En el 1994, se confiaron nuestras bienaventuranzas a la reforma de salud que impulsaba el entonces presidente estadounidense Bill Clinton, la cual no llegó ni a primera base. Ahora, el gobierno de Luis Fortuño se las confió a la que impulsó Barack Obama y aunque ésta sí tuvo éxito nuestras cuitas siguen siendo las mismas de siempre: pacientes quejándose de falta de servicios, médicos de que el dinero no da y aseguradoras privadas con la suerte de ambos enredadas en los dedos.
El que tenga ojos para ver puede, si se atreve, ver las cosas como son: el problema fundamental, la raíz de todo este enredo, tanto en el 1994 como ahora, es que este sistema incluye el lucro como parte de la ecuación de la salud.
En Puerto Rico, y en algunos otros países, empezando por Estados Unidos, se ha dejado que la salud, como la venta de piraguas o los cortes de cabello, esté sujeta a las leyes del mercado. Parecería lógico que la salud, el más fundamental de los derechos humanos después de la vida, debería correr otra suerte.
La salud y el lucro, como ha quedado demostrado hasta la saciedad en la historia de la humanidad, son del todo incompatibles. Curarse cuesta demasiado dinero, especialmente si uno no se ha cuidado bien, como es el caso entre nosotros. Nadie, salvo los gobiernos cuando de verdad toman en serio su rol de proteger a quien los elige, está dispuesto a tirarse ese tostón encima por motivaciones altruistas.
Por eso es que escuchamos tan a menudo de alguien a quien se le negó un servicio. Porque ese servicio cuesta y para que el sistema que tenemos funcione alguien tiene que ganar dinero. Así de simple y de brutal es la cosa.
Por algún tiempo, la idea de sistemas de salud públicos se ha confundido con socialismo. Pero hay países que han superado ese atavismo y no les va nada mal. Entre éstos podemos mencionar nada y nada menos que a Inglaterra, la cuna de Adam Smith, el padre del capitalismo, y de Margaret Thatcher, la niña símbolo del llamado neoliberalismo.

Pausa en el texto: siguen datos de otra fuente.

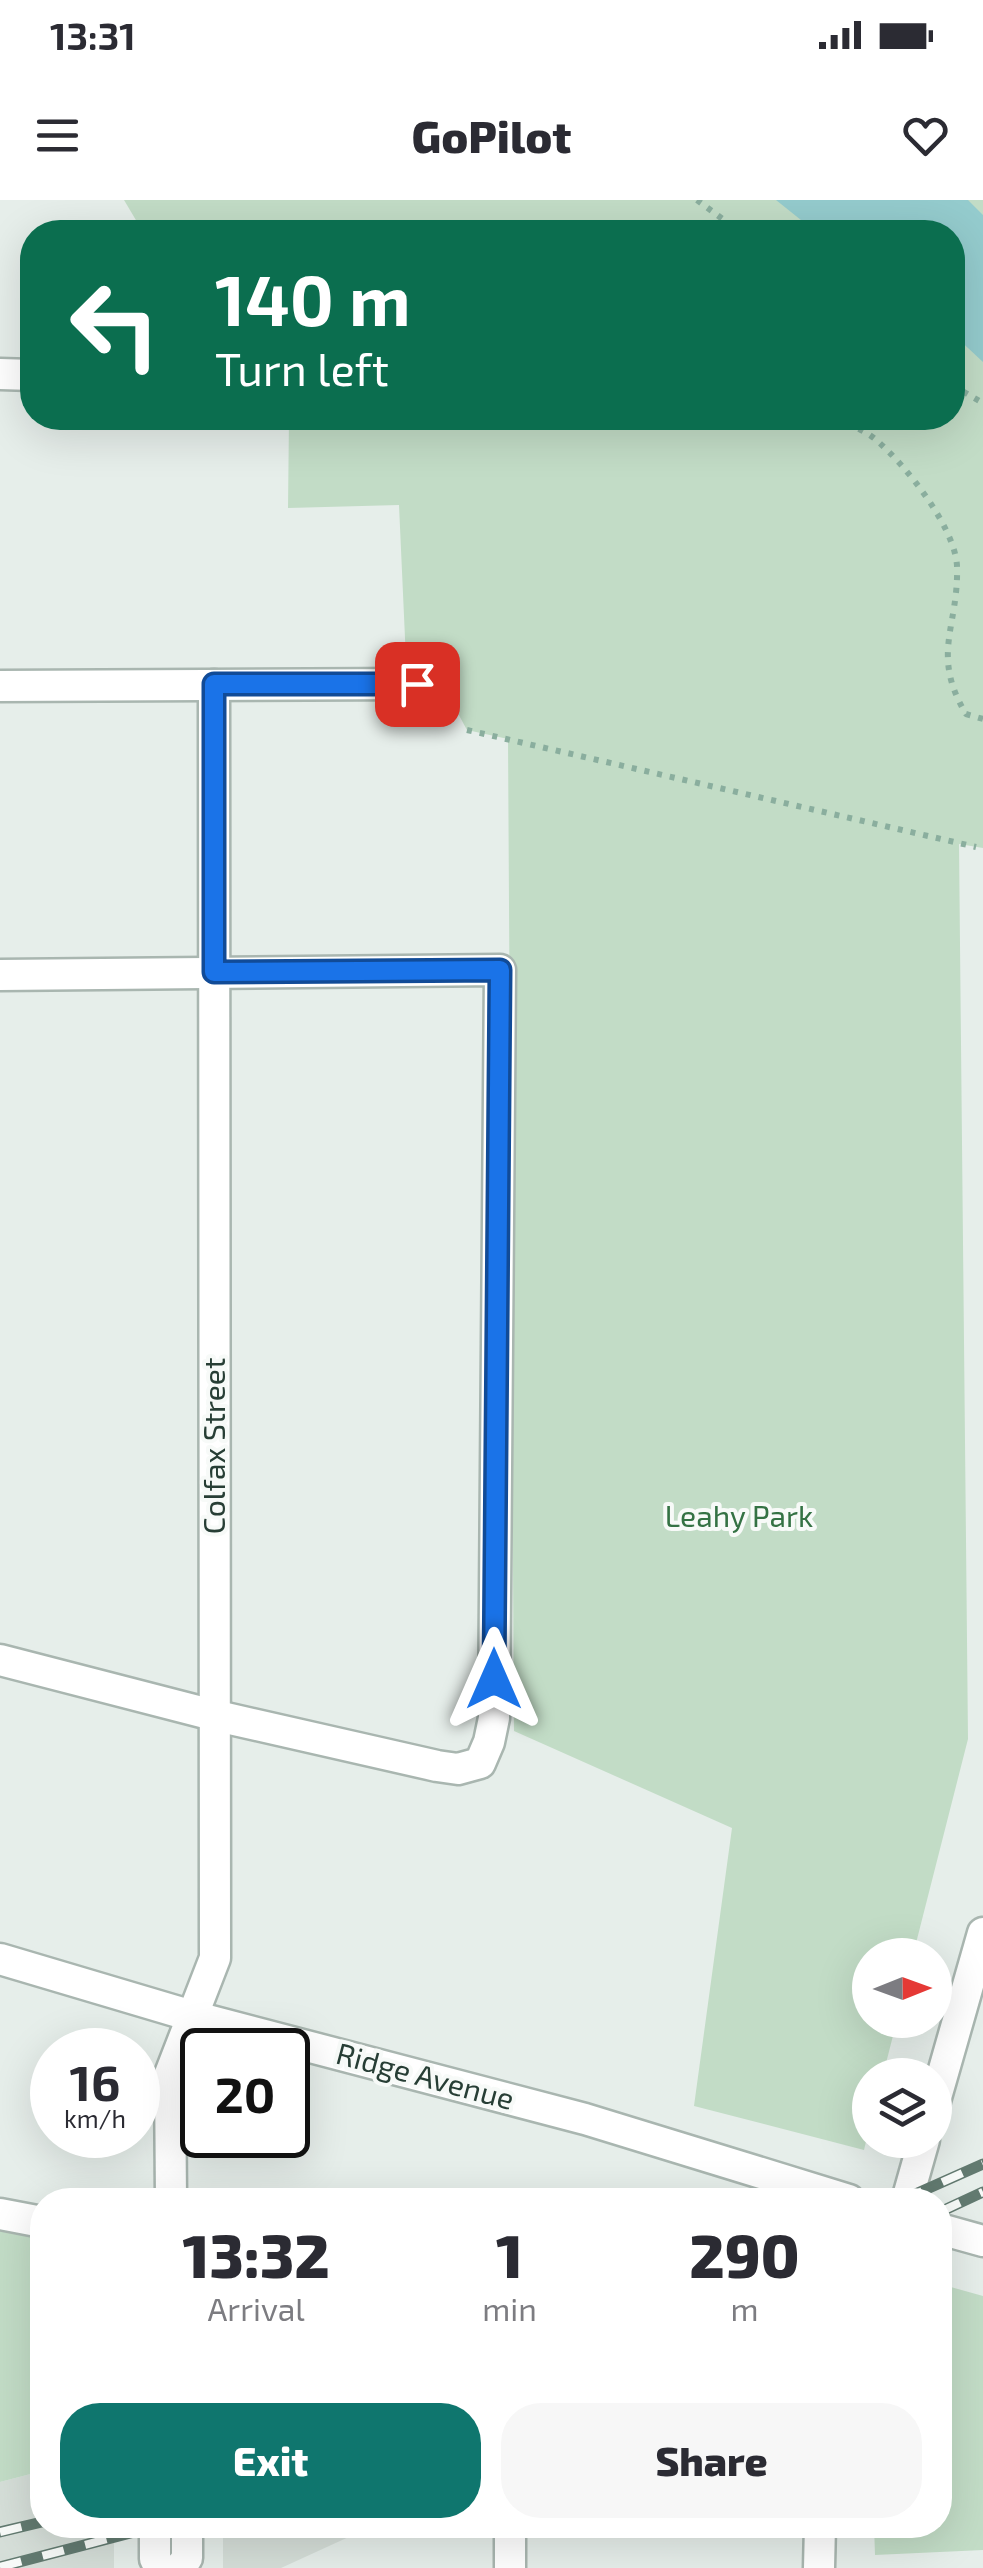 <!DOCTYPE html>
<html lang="en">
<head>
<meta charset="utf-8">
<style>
  :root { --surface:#fff; --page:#f7f7f7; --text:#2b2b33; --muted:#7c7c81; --accent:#0f766e }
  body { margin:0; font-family:"Exo 2",sans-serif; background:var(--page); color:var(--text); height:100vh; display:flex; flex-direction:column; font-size:38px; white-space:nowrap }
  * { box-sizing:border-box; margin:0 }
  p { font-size:32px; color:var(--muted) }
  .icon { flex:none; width:55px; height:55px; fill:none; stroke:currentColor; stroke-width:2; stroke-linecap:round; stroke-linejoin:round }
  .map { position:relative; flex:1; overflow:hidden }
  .panel { position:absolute; left:30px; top:1988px; width:922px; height:350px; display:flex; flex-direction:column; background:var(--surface); border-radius:40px; box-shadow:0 10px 40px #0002 }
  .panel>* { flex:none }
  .hud { position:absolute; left:20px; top:20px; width:945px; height:210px; border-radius:40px; box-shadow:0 10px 40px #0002; background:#0b6e4f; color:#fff; overflow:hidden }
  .needle { width:65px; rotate:89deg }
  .fabs { position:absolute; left:852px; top:1738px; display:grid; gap:20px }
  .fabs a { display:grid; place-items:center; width:100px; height:100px; border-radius:50%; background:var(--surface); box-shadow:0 10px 40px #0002; font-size:50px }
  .speed { position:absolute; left:30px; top:1828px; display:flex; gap:20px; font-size:50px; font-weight:700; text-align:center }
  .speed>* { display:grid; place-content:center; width:130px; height:130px; border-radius:50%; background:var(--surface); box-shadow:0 10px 40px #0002; line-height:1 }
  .speed small { font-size:25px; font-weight:400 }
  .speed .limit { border:5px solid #111; border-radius:15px; background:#fff; color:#111 }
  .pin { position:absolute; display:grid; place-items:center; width:85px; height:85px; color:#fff; margin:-42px; border-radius:20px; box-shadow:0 5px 15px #0006 }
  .me { position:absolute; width:110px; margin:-55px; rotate:0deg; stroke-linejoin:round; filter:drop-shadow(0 0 8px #0008) }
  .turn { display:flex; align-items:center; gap:35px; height:210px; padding:0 30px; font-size:45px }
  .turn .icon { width:130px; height:130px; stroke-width:2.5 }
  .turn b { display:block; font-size:70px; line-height:85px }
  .eta { display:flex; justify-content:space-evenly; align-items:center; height:170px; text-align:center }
  .eta b { font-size:60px; font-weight:800; line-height:70px }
  .button { display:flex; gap:20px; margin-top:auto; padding:20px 30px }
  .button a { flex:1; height:115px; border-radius:40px; background:var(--accent); color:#fff; font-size:40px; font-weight:800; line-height:115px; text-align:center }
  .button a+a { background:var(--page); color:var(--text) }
  .status { display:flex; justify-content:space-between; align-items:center; height:70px; padding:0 50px; background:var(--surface); direction:ltr }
  .status svg { height:28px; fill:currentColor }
  header { display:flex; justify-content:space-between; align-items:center; height:130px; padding:0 30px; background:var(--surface); font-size:45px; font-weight:800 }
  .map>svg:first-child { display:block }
</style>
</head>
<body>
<div class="status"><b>13:31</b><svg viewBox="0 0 49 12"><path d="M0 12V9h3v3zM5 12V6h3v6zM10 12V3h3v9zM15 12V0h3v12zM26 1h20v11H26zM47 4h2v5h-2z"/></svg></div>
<header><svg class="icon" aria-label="menu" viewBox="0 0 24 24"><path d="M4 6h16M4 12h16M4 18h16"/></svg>GoPilot<svg class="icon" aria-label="heart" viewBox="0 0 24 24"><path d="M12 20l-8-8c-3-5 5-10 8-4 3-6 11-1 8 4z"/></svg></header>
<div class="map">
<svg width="983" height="2368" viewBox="0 0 983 2368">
  <rect width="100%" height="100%" fill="#e6eeea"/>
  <g fill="#d5ded8">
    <polygon points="42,2271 42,2325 114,2325 114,2368 0,2368 0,2282"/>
    <polygon points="223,2325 375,2325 281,2368 223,2368"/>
  </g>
  <g fill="#c2dcc6">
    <polygon points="124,0 983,0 983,648 959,644 968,1539 913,1755 870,1755 870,1820 897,1820 883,1875 870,1875 870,1925 864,1950 694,1906 732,1628 514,1531 508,539 467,530 430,462 406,460 399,305 288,308 289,218 952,218 952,32 143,32"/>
    <polygon points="0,2029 42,2037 42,2271 0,2282"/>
    <polygon points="940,2084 983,2096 983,2350 875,2355 874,2325 940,2325"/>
  </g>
  <polygon fill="#94cbcd" points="776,0 968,0 983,15 983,162 953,134 952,32 816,32"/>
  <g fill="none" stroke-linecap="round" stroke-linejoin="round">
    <g stroke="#a9b6b0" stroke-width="35">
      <g id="minor">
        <polyline points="0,174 32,175"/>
        <polyline points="0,486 417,484"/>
        <polyline points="0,775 500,770 494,1518 489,1542 480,1563 458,1569 437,1566 217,1516 0,1460"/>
        <polyline points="0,1759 192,1816 585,1919 849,2000"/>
        <polyline points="935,1901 983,1733"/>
        <polyline points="171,2000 170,1874 215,1758 214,485"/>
        <polyline points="907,2000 924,1940"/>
        <polyline points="0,2014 42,2022"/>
        <polyline points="940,2029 983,2041"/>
        <polyline points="155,2325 155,2359 161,2368"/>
        <polyline points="510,2325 510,2368"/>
        <polyline points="180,2368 187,2358 187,2325"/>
        <polyline points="819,2368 820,2325"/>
      </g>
    </g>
    <g stroke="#8aae9e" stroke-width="6" stroke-dasharray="5 8" stroke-linecap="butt">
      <polyline points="697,0 740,32"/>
      <polyline points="952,185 983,203"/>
      <path d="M 835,218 C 848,224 864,230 875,239 C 905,264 955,327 957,366 C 959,427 930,454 966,514 L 983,519"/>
      <polyline points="467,530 976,647"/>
    </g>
    <use href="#minor" stroke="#fff" stroke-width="30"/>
    <g stroke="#627a70" stroke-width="11">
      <g id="rail">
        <polyline points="902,2000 983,1964"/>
        <polyline points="940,2012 983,1992"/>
        <polyline points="0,2332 42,2322"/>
        <polyline points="0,2367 161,2325"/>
      </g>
    </g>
    <use href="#rail" stroke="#f7faf8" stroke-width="8" stroke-dasharray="22" stroke-linecap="butt"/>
  </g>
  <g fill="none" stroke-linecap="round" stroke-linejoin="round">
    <g stroke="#114b97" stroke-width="25">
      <polyline id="route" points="417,484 214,484 214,772 500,770 494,1479"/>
    </g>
    <use href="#route" stroke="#1a73e8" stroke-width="18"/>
  </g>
  <g text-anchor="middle" stroke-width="8" stroke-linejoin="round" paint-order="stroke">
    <g font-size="30" fill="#273e35" stroke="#f7faf8">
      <text transform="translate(215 1246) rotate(-90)" y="10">Colfax Street</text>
      <text transform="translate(425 1877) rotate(15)" y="10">Ridge Avenue</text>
    </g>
    <g font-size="30" fill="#347244" stroke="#f7faf8">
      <text x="739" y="1327">Leahy Park</text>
    </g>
  </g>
</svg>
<div class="fabs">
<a><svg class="needle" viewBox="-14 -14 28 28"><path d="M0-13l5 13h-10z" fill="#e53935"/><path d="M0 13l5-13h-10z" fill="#7c7c81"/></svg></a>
<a><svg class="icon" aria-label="layers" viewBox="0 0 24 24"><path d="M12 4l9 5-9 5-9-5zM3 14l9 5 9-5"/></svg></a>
</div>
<div class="speed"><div>16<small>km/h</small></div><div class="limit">20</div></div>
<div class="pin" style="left:417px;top:484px;background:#d93025"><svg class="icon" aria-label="arrive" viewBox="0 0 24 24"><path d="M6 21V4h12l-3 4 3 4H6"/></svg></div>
<svg class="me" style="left:494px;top:1479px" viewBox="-20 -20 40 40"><path d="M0-17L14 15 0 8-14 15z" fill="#1a73e8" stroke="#fff" stroke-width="4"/></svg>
<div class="hud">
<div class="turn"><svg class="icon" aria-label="left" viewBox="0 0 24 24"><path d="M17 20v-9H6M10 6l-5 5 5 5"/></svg><div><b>140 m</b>Turn left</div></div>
</div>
<section class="panel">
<div class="eta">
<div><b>13:32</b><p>Arrival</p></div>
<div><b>1</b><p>min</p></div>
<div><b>290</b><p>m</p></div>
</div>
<div class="button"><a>Exit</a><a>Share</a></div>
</section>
</div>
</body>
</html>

Allí, con todo lo capitalistas que son, entendieron que la salud no es lo mismo que un corte de cabello y los hospitales son públicos y los médicos empleados del gobierno. Hay otros ejemplos de países muy saludables que tienen sistemas similares, ninguno de los cuales es Cuba ni China: Canadá, Alemania, Francia, algunos otros así.
Más o menos eso, con sus virtudes y sus defectos, que eran muchos estos últimos, teníamos nosotros hasta que Pedro Rosselló lo desmanteló para repartir tarjetitas y meterle al tesoro público esa sonda que lo ha desangrado inmisericordemente ya por 17 años.

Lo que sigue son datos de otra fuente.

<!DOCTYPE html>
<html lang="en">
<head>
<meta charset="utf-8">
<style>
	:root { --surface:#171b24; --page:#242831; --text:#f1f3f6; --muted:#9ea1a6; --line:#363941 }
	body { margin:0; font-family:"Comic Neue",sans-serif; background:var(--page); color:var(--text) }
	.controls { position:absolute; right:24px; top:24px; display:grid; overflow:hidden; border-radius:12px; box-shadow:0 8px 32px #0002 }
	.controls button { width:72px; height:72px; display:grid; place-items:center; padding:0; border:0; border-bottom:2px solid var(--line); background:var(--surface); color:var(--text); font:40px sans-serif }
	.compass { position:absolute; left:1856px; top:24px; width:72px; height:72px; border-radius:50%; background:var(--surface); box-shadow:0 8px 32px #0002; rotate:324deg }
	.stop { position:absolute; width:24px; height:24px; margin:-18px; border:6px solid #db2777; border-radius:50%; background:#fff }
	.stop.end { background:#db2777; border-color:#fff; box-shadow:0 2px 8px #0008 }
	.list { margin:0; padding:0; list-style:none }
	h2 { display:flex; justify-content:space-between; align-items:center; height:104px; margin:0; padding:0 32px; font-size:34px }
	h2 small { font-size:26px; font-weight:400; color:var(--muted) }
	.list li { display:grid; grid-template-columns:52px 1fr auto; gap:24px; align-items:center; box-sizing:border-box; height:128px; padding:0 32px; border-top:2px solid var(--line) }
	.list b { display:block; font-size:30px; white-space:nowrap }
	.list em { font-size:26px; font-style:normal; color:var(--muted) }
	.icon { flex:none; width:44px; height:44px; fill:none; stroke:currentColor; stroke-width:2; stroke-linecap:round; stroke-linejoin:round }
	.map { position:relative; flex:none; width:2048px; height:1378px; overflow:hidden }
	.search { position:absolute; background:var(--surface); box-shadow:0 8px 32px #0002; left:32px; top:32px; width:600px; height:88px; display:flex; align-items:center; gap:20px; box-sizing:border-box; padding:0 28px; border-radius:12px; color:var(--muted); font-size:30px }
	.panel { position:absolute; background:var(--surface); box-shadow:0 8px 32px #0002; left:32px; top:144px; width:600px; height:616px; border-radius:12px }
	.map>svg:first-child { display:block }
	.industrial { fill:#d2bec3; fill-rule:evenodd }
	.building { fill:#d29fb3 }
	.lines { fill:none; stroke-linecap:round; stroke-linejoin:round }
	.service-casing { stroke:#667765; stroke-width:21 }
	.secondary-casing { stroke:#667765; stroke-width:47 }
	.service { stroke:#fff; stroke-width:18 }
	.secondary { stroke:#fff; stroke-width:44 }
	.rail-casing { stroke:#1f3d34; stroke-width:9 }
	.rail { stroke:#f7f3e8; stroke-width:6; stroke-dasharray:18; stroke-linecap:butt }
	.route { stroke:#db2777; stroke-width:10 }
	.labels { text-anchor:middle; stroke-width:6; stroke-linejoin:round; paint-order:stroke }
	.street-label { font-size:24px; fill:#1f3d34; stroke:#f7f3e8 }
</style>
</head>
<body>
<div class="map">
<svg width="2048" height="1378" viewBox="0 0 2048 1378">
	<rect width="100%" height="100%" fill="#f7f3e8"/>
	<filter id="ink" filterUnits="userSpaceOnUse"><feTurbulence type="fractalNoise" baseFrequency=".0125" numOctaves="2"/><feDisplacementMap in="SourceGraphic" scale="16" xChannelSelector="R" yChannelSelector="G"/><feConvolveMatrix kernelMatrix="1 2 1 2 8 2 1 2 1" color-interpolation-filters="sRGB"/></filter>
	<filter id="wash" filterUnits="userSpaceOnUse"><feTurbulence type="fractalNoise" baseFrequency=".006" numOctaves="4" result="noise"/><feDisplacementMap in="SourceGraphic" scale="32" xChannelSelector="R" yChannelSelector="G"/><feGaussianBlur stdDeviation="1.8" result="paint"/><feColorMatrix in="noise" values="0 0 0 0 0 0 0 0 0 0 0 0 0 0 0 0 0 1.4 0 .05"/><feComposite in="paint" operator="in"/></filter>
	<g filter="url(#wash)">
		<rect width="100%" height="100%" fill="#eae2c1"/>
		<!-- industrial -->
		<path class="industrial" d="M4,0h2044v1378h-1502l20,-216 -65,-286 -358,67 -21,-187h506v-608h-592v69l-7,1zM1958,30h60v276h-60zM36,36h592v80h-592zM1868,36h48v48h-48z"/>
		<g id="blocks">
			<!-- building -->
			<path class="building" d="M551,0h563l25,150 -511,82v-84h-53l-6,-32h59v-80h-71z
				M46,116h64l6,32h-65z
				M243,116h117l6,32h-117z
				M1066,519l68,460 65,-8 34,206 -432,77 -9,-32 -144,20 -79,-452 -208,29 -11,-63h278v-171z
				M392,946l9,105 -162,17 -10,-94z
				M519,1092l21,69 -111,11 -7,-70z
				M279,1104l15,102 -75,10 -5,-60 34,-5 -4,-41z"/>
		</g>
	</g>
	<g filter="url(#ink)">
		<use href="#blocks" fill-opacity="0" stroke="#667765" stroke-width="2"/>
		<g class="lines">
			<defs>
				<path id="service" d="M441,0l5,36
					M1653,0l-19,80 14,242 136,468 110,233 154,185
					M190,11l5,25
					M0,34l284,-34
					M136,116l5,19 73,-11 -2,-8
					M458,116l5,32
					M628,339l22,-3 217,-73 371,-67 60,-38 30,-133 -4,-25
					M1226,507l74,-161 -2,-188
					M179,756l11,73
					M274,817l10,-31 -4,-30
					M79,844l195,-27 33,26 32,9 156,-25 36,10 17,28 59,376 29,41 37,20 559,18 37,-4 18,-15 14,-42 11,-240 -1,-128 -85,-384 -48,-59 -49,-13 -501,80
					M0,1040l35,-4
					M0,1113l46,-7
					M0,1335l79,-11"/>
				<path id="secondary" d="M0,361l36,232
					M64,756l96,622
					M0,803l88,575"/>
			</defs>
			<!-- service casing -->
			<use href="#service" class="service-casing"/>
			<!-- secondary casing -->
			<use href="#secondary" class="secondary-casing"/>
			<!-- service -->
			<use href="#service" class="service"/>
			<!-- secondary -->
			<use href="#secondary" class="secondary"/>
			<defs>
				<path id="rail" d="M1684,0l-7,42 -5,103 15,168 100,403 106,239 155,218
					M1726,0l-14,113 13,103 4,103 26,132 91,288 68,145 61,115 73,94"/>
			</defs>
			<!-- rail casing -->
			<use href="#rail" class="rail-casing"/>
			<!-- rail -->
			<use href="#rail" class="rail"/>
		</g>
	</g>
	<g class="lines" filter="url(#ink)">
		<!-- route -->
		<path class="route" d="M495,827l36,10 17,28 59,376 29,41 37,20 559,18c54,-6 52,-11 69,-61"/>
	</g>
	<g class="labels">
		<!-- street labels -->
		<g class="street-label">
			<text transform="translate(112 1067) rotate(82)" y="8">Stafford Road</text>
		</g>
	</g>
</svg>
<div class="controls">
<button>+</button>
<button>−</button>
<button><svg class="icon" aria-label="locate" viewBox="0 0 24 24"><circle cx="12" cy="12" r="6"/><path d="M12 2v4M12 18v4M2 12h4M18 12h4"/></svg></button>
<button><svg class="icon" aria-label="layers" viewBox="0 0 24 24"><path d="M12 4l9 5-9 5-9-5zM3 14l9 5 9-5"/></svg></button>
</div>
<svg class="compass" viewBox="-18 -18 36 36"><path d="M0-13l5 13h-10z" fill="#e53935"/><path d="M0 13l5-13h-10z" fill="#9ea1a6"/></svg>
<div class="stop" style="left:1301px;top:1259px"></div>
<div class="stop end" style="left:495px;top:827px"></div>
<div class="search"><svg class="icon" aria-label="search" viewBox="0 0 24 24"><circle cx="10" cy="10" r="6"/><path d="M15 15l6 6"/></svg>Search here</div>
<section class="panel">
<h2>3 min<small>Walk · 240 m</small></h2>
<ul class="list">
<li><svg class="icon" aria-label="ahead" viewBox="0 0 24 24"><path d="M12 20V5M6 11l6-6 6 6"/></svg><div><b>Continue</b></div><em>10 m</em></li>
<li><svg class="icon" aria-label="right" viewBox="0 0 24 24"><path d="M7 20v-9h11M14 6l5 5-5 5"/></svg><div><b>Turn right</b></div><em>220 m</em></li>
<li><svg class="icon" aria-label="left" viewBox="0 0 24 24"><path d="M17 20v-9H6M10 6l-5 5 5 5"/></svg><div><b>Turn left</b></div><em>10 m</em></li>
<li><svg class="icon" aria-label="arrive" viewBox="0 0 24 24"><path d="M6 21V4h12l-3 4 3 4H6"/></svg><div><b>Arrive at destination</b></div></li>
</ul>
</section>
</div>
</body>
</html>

La gente, por supuesto, quedó muy contenta con la tarjetita, porque tenía algo tangible en la mano aunque su vida no hubiera cambiado mucho, al igual que muchos se pusieron felices con las parcelas que les dio Muñoz Marín, aunque siguieran viviendo en la miseria. Por eso ninguno de los gobiernos que hemos tenido desde entonces se ha atrevido a traquetear con la tarjetita.
Pero todo el que tiene conciencia en este país sabe que este sistema es insostenible por costoso e inhumano, tarde o temprano va a colapsar y va a hacer a todo el país colapsar con él y, de una u otra manera, hay que empezar a pensar de qué otra forma podemos garantizarle a todos ese derecho tan fundamental que es salud que se necesita para vivir e intentar ser feliz.